Public health measures taken to slow the spread of COVID-19, including travel restrictions that speed up the circulation of seasonal flu, may help account for the slowdown in flu cases, but the explanation for RSV all but going away is not as clear, Pavia said.
“Masking and physical distancing and better hand-washing, we’ve known for years can control flu. Now we’re doing this natural experiment where we’re controlling it really dramatically,” Pavia said, adding that “RSV is somewhat more perplexing” because it does no go away in the summer, like the flu.
Masking is helping, however, as well as keeping children as home during the pandemic, he said.
“But there might be some other things we don’t fully understand because all these things might be expected to drive RSV down to low numbers, but it’s practically zero across the nation,” Pavia said, adding one theory that has yet to be proven is that the COVID-19 virus has driven other viruses, like RSV, away.

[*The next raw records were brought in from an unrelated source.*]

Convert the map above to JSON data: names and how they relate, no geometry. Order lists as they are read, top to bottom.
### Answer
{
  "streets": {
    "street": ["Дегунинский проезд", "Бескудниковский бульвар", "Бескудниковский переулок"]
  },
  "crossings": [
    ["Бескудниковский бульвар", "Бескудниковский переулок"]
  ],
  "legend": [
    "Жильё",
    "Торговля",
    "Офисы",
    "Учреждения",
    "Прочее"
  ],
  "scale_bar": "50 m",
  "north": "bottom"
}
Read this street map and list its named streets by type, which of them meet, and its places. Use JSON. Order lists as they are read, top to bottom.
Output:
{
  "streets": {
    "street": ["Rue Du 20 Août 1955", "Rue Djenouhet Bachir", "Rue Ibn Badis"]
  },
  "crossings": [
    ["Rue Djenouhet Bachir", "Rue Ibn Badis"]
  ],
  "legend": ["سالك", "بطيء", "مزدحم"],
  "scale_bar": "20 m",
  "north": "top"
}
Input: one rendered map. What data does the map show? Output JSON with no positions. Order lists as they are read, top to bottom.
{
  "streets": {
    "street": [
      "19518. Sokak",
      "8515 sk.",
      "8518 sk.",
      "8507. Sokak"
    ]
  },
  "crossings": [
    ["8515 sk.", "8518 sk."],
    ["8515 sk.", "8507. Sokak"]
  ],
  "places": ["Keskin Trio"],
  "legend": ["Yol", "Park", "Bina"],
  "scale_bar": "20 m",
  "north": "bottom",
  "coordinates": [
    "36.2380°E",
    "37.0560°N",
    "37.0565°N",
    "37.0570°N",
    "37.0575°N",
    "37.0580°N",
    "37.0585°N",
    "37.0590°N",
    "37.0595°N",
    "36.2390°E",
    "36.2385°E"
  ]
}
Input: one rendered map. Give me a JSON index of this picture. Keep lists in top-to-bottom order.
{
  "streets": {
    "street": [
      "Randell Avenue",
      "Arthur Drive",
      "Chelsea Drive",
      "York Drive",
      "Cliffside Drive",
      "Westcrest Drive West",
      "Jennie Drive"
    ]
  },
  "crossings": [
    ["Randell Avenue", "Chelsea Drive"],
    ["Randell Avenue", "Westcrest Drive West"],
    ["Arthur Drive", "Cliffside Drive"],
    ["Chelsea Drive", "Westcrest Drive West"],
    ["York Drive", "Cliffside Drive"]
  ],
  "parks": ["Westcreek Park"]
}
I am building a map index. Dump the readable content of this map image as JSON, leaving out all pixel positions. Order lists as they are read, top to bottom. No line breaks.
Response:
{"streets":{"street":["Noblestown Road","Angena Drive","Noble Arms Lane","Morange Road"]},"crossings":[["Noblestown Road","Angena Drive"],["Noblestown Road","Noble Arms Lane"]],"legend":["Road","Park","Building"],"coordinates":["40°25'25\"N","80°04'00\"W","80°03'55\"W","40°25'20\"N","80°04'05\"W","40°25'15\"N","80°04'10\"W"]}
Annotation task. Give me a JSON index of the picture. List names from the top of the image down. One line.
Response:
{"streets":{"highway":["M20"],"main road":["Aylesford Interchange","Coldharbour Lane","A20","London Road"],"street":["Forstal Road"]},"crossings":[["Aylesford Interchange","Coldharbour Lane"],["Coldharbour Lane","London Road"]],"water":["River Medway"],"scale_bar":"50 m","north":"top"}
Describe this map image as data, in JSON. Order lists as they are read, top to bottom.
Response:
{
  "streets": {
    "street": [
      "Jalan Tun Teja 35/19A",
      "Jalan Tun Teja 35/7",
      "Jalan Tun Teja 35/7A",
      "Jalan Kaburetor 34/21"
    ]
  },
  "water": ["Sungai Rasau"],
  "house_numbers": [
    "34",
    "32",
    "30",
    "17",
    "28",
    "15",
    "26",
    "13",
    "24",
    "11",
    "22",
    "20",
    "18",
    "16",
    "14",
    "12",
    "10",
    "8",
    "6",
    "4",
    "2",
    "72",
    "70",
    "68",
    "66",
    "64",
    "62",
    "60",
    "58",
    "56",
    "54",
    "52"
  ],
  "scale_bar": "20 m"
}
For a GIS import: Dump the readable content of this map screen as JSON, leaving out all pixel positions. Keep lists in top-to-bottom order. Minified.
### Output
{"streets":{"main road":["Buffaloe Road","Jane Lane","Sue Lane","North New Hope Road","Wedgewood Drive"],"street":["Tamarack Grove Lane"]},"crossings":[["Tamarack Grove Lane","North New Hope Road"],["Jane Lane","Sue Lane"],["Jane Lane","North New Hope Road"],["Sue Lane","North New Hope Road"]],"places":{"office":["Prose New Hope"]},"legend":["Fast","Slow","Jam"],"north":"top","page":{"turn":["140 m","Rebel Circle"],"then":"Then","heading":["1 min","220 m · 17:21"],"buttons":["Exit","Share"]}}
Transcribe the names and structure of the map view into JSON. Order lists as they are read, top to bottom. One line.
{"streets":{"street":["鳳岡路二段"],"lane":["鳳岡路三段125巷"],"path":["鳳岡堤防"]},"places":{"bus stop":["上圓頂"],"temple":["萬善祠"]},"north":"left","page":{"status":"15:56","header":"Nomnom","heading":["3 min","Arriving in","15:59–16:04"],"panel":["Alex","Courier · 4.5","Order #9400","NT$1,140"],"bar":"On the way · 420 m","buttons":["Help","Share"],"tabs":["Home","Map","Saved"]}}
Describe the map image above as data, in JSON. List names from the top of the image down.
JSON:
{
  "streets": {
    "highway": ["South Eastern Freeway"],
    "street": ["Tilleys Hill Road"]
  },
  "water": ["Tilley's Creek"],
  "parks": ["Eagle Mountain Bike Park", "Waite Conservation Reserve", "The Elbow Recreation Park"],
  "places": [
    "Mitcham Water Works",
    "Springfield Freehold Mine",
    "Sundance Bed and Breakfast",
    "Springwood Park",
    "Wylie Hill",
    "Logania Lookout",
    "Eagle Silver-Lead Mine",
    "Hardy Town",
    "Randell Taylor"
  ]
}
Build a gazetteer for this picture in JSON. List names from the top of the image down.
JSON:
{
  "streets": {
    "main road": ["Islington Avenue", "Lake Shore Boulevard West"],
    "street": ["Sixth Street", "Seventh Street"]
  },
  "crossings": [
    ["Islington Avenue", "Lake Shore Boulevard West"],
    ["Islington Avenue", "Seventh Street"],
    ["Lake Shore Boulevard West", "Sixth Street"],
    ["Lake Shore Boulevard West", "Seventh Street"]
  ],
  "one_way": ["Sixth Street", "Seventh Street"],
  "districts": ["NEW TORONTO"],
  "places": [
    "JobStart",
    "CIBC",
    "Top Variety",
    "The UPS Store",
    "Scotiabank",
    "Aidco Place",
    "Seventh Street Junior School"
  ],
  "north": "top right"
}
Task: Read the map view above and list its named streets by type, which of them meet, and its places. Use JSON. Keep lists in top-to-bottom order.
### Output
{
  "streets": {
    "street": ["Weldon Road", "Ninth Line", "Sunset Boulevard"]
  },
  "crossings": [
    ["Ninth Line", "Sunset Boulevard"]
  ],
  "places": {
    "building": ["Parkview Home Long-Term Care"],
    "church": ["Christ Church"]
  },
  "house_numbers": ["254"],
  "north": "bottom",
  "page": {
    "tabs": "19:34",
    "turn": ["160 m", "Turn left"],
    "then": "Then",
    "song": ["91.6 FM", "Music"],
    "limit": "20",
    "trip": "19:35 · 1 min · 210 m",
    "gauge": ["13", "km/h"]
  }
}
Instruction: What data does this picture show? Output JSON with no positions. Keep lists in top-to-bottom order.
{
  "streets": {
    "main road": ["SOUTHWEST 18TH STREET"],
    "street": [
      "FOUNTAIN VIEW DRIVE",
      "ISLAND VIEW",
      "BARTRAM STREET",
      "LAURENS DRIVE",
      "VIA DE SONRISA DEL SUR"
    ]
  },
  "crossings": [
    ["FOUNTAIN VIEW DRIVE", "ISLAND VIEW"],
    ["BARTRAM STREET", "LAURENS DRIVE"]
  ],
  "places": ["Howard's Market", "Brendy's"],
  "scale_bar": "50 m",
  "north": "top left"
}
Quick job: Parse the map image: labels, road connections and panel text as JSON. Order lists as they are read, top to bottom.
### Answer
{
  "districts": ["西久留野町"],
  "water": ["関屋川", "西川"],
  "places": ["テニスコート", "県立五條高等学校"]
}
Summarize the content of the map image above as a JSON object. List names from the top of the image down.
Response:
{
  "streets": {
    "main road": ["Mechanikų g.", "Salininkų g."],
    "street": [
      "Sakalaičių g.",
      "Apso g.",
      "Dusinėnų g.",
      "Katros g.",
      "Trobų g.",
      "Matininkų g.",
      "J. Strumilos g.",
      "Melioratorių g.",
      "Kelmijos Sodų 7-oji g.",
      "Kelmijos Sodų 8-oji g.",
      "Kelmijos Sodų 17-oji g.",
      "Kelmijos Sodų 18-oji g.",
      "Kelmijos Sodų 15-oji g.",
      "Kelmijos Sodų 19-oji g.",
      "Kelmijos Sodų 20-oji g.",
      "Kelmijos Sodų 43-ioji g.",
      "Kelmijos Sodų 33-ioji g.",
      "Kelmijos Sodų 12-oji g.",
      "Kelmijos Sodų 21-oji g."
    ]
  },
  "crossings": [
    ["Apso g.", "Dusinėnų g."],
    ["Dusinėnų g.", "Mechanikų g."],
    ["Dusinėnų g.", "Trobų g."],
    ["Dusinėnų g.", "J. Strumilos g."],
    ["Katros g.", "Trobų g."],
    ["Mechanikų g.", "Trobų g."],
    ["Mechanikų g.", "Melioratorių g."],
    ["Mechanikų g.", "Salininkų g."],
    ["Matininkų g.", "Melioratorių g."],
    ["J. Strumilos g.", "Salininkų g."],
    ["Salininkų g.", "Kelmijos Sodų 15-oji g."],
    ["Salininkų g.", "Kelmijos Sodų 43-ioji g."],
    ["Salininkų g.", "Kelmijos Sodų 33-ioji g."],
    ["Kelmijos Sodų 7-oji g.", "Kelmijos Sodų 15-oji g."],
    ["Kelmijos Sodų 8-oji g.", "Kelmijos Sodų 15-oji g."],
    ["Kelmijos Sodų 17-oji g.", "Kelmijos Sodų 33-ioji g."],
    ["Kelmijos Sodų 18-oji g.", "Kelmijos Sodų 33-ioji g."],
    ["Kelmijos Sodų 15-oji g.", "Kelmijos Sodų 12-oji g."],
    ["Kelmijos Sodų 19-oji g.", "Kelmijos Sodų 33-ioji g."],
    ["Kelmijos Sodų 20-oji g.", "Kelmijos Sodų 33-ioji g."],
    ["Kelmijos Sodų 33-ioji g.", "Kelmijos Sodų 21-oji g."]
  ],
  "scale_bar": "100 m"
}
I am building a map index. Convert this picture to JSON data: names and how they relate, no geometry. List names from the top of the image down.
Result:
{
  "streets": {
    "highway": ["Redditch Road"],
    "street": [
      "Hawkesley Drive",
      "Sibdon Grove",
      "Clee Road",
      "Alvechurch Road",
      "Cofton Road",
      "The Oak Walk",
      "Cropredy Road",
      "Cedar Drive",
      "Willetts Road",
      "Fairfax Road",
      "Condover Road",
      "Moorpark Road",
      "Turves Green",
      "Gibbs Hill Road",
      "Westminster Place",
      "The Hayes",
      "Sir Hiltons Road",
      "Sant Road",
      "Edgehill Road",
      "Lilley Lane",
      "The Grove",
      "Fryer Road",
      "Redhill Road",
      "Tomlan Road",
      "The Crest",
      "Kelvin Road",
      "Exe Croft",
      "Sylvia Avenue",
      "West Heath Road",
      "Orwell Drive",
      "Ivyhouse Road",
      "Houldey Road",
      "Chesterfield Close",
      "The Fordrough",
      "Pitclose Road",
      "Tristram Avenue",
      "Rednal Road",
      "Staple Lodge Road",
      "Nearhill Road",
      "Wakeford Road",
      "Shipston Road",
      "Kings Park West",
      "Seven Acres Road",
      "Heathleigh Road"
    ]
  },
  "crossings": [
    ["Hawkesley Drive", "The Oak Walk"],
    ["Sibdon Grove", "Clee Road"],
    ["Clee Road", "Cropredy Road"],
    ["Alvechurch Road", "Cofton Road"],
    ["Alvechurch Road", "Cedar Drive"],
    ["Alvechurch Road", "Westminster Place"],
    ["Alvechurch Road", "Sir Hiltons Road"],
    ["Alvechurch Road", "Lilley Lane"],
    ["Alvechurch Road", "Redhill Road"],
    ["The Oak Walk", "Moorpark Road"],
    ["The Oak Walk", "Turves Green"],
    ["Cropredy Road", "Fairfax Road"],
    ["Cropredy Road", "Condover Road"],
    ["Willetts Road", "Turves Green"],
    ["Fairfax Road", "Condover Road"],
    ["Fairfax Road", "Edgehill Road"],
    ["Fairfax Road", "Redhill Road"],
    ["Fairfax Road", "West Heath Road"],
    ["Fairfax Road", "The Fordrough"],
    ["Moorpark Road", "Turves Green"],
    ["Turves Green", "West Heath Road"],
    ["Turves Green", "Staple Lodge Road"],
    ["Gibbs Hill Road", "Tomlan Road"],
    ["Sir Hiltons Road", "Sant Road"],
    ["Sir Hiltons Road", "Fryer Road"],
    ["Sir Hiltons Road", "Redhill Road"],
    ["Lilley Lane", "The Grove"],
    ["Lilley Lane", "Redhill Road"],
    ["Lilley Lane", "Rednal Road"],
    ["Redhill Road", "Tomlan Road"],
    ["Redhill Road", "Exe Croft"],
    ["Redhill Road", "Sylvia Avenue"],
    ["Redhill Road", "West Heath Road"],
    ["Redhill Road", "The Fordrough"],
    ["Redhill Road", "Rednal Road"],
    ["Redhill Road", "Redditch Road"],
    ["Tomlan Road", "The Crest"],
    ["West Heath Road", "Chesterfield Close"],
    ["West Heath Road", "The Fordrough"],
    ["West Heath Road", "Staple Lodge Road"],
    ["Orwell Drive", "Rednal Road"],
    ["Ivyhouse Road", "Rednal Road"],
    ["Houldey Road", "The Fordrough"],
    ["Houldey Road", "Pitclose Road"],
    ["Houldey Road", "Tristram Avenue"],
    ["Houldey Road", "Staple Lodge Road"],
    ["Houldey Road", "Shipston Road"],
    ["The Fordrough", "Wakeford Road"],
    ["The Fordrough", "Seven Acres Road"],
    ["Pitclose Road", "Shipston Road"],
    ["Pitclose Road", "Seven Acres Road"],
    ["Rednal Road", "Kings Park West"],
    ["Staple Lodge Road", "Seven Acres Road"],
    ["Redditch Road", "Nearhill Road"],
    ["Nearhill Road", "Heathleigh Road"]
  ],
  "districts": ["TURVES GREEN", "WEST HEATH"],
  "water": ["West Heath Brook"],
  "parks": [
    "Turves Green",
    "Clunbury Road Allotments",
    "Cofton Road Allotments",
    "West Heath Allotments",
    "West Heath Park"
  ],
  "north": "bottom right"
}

The low case counts for RSV and the flu don’t mean the respiratory infections have gone away, however.
Pavia said both may hit Utahns hard, maybe even during warmer months.
“It’s very likely that when both flu and RSV have been away for a while, you have more people fully susceptible to it. So when it arrives, it spreads more dramatically and we see more severe disease,” he said, adding that a severe flu season usually follows one that is mild.
RSV depends on more babies “who are completely susceptible” to the virus, Pavia said, so next year, there will likely be twice as many infants who have never been exposed. He said Australia, where it’s now summer and COVID-19 restrictions have been relaxed, is now seeing a huge surge in RSV.
“Our gut feeling is it will come roaring back,” the doctor said, noting RSV affects older adults as well as the youngest children.
COVID-19 cases are on the decline, but with the 338 new cases reported Monday have reached 367,073 since the beginning of the pandemic last March. Vaccinations appear to be helping, with 611,910 doses administered in the state, including 4,353 since Sunday.
The rolling seven-day average for positive tests is 760 per day. Another 2,892 Utahns have been tested, and an additional 5,931 tests conducted. The rolling seven-day average for percent positivity when multiple tests by an individual within 90 days are excluded is 13.3%, or 6% when all tests are included, which is now the state’s preferred method.
There are 237 people hospitalized with the coronavirus in Utah. As the national death toll nears 500,000, Utah has lost 1,853 people to COVID-19 with the latest death reported Monday, a Wasatch County woman between 45 and 64 who was a long-term care facility resident.
Correction: An earlier version of this story incorrectly referred to Dr. Andrew Pavia as Dr. Anthony Pavia.